Cooperative Multitasking
The idea of cooperative multitasking is that, at certain points in the task's execution, it voluntarily yields control back to the kernel. This is done by invoking a system call, typically called yield
. In other cases, if the task invokes a system call that blocks, this is also considered a yield. The kernel then decides which task to run next, and returns control to that task.

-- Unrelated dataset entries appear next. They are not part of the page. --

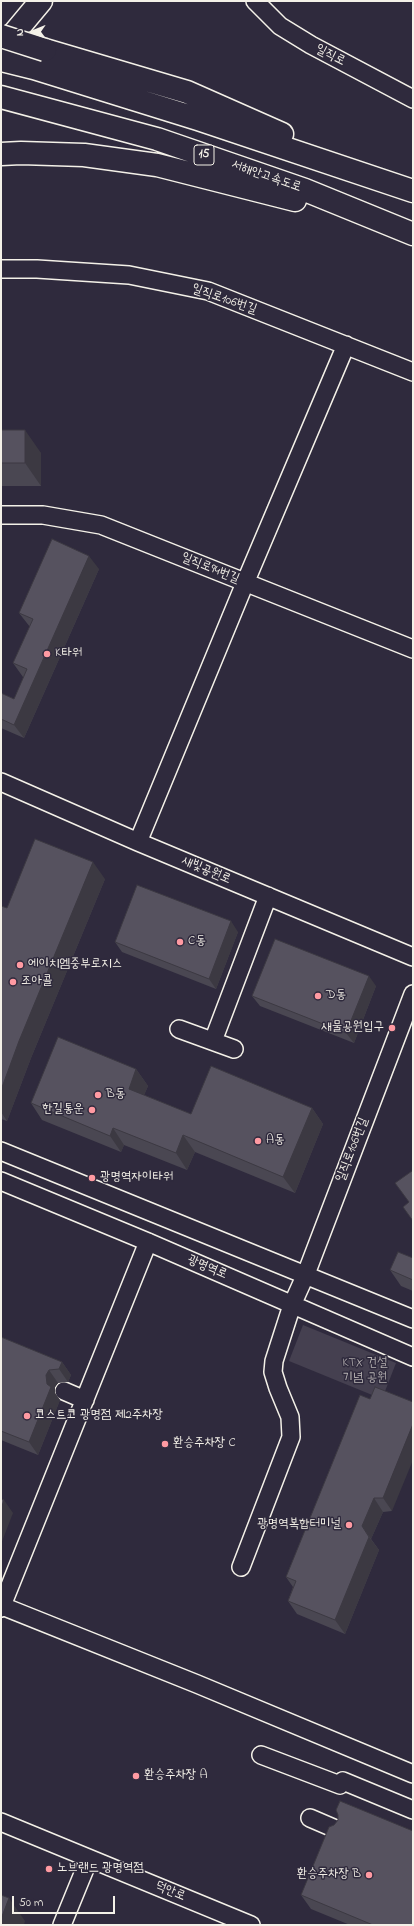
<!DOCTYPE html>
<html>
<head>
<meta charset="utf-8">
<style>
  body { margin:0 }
  #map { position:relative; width:414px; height:1926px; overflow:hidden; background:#2f2a3d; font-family:"Indie Flower",sans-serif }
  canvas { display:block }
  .frame { position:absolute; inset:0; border:2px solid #f4f1e8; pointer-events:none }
  .north { position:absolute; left:12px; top:12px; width:40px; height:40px; -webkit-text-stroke:3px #2f2a3d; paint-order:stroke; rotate:269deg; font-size:11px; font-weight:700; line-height:16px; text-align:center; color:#f4f1e8 }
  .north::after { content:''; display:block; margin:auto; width:14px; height:18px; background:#f4f1e8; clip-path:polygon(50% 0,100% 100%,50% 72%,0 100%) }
  .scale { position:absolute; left:12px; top:1896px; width:103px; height:18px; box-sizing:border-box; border:2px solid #f4f1e8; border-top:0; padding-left:5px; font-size:12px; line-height:14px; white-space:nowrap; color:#f4f1e8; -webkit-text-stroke:3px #2f2a3d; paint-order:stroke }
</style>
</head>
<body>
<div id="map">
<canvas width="414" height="1926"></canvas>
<div class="frame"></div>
<div class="north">N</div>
<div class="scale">50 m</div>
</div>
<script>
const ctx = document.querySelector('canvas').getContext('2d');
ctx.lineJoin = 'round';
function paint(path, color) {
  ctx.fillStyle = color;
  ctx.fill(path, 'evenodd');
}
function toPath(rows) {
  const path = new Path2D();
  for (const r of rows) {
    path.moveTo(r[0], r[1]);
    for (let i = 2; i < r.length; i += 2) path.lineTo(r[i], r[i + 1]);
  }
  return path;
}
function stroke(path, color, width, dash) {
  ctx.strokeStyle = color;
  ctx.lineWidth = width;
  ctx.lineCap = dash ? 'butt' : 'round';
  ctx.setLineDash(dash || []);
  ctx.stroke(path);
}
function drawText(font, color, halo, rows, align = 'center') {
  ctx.font = font + ' "Indie Flower","Poor Story",sans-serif';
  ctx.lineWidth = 3;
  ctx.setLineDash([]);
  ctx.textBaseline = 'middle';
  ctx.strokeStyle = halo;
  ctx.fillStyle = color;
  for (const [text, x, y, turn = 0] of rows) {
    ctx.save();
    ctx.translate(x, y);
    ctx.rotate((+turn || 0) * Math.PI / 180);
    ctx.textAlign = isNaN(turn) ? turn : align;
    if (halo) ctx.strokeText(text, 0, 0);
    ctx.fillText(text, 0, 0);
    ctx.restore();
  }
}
paint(toPath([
  [303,1325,396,1363,382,1399,289,1361]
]), '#454050');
const minor = toPath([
  [255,1,280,26,311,45,413,99],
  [1,269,37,269,129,275,208,291,413,372],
  [1,515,43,515,101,525,413,649],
  [1,782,138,842,413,957],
  [138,842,245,583,346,345],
  [179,1029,234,1049],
  [213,1041,268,896],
  [1,1151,413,1319],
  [1,1181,148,1242,413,1357],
  [64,1391,85,1400],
  [241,1567,291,1437,290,1417,278,1388,273,1372,274,1361,292,1305,306,1274,413,994],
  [2,1606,197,1684,413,1774],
  [1,1608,148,1242],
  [261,1755,340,1785,343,1781,413,1810],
  [310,1818,338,1830],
  [1,1822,251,1925],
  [62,1925,89,1859]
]);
const major = toPath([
  [1,49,41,1]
]);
const highway = toPath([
  [45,50,187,92,282,134],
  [1,60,34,68,198,119,413,191],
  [1,97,157,139,305,190,413,234],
  [1,154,21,153,84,155,157,165,295,200]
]);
stroke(minor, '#f4f1e8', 20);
stroke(major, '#f4f1e8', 25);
stroke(highway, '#f4f1e8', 25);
stroke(minor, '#2f2a3d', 17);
stroke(major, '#2f2a3d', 22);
stroke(highway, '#2f2a3d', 22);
const highwayBridge = toPath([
  [1,36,45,50]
]);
stroke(highwayBridge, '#f4f1e8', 25, []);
stroke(highwayBridge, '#2f2a3d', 22);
paint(toPath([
  [1,430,41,453,41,486,1,486],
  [99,569,24,738,1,728,1,693,14,699,24,677,23,677,13,663,30,627,19,613],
  [105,879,31,1058,7,1121,1,1119,1,906,7,908],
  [238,932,216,989,122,952,115,942],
  [376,986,354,1043,260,1006,252,996],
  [136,1069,148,1086,144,1095,191,1114,312,1108,323,1124,295,1193,195,1152,187,1170,124,1145,121,1152,42,1120,31,1103],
  [413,1258,413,1291,401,1286,390,1270],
  [1,1337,62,1362,71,1375,68,1382,58,1383,55,1387,55,1393,60,1400,38,1455,1,1440],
  [360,1395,392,1511,383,1512,371,1539,379,1550,345,1634,297,1614,288,1601,293,1587,286,1577],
  [301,1895,413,1925,350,1925,311,1909]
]), '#4a4752');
paint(toPath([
  [25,430,41,453,41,486,25,463],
  [89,556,99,569,24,738,14,725],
  [93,862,105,879,31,1058,7,1121,1,1112,1,1090,19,1041],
  [231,921,238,932,216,989,209,979],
  [369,976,376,986,354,1043,346,1033],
  [136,1069,148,1086,140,1105,129,1089],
  [312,1108,323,1124,295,1193,283,1177],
  [113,1128,124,1145,121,1152,110,1136],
  [183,1135,195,1152,187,1170,176,1153],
  [62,1362,71,1375,68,1382,59,1369],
  [49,1370,58,1383,55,1387,55,1393,60,1400,38,1455,29,1442,47,1384,46,1375],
  [413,1424,413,1460,392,1511,383,1498],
  [374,1498,383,1512,371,1539,362,1526],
  [4,1500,13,1513,1,1544,1,1509],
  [369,1537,379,1550,345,1634,335,1620],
  [9,1898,25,1921,24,1925,1,1925,1,1919]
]), '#3c3942');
const building = toPath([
  [1,430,25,430,25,463,1,463,1,430],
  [52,539,89,556,14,725,1,719,1,693,14,699,27,669,13,663,33,619,19,613,52,539],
  [35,839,93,862,19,1041,1,1090,1,906,7,908,35,839],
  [137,885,231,921,209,979,115,942,137,885],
  [275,939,369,976,346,1033,252,996,275,939],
  [58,1037,136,1069,129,1089,191,1114,211,1066,312,1108,283,1177,183,1135,176,1153,113,1128,110,1136,31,1103,58,1037],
  [412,1171,413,1173,413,1221,403,1207,409,1202,395,1183,412,1171],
  [398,1252,413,1258,413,1280,390,1270,398,1252],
  [1,1337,62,1362,59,1369,49,1370,46,1375,47,1384,51,1387,29,1442,1,1431,1,1337],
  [375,1387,413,1402,413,1424,383,1498,374,1498,362,1526,369,1537,335,1620,288,1601,296,1581,286,1577,360,1395,370,1399,375,1387],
  [1,1499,4,1500,1,1509,1,1499],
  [340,1801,413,1831,413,1925,373,1925,301,1895,329,1827,334,1825,338,1820,338,1815,336,1810,340,1801],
  [1,1895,9,1898,1,1919,1,1895]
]);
paint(building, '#56525f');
stroke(building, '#3c3942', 1);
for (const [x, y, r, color] of [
  [47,654,4,"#ff9aa2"],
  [180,942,4,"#ff9aa2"],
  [20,965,4,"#ff9aa2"],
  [13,982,4,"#ff9aa2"],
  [318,996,4,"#ff9aa2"],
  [392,1028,4,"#ff9aa2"],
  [98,1095,4,"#ff9aa2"],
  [92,1110,4,"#ff9aa2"],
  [258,1141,4,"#ff9aa2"],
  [92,1178,4,"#ff9aa2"],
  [27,1416,4,"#ff9aa2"],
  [165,1444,4,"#ff9aa2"],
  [349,1525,4,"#ff9aa2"],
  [136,1776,4,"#ff9aa2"],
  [49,1869,4,"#ff9aa2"],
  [369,1875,4,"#ff9aa2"]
]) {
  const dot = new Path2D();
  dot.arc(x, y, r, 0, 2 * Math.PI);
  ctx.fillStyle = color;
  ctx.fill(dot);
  stroke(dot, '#2f2a3d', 1.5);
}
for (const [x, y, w] of [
  [204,155,20]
]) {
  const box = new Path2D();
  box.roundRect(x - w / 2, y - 10, w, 20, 3);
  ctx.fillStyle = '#2f2a3d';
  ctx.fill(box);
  stroke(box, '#f4f1e8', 1);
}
drawText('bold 12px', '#f4f1e8', null, [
  ["15",204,155]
]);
drawText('13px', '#f4f1e8', '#2f2a3d', [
  ["일직로",330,56,27],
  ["서해안고속도로",266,177,19],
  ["일직로106번길",224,300,19],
  ["일직로94번길",210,569,22],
  ["새빛공원로",206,871,23],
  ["일직로106번길",353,1150,-69],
  ["광명역로",207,1268,23],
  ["덕안로",170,1892,22]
]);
drawText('13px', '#f4f1e8', '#2f2a3d', [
  ["K타워",55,654],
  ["C동",188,942],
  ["에이치엠중부로지스",28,965],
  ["조아콜",21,982],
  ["D동",326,996],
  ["새물공원입구",384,1028,"right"],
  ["B동",106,1095],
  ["한길통운",84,1110,"right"],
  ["A동",266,1141],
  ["광명역자이타워",100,1178],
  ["코스트코 광명점 제2주차장",35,1416],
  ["환승주차장 C",173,1444],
  ["광명역복합터미널",341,1525,"right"],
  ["환승주차장 A",144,1776],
  ["노브랜드 광명역점",57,1869],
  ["환승주차장 B",361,1875,"right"]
], 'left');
drawText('13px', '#b7b3b3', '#2f2a3d', [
  ["KTX 건설",365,1364],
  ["기념 공원",365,1379]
]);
</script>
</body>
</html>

The advantage of cooperative multitasking is that it is very simple to implement. The disadvantage is that if a task does not yield, it will never be preempted. This means that a single task can monopolize the CPU, and the system will become unresponsive. In preemptive multitasking, the kernel uses a timer to interrupt the currently running task, and preempt it if its time slice has expired, or if a higher priority task is ready to run. This ensures that no task can monopolize the CPU. We'll see how to implement preemptive multitasking later.
Scheduling
We'll add a new kernel component called the scheduler. The scheduler is responsible for keeping track of all the tasks in the system, and deciding which task to run next. It is invoked by the kernel at certain points, such as when a task yields or blocks. This means it needs to keep track of the currently running task, and the list of ready tasks. Upon invocation, it will decide which task to run next based on some strategy, and switch to that task. The simplest strategy is round-robin scheduling, where the scheduler simply runs each task in turn. There are many other strategies, but we'll start with round-robin.
To make it easy to manage the ready tasks, we'll use a task queue. The current task will be stored in a global variable, outside the queue. Here's how we're going to make scheduling decisions:
- When the scheduler is invoked (e.g. when a task yields), it will add the current task to the end of the queue, and then remove the first task from the queue, assign it to the current task, and switch to it.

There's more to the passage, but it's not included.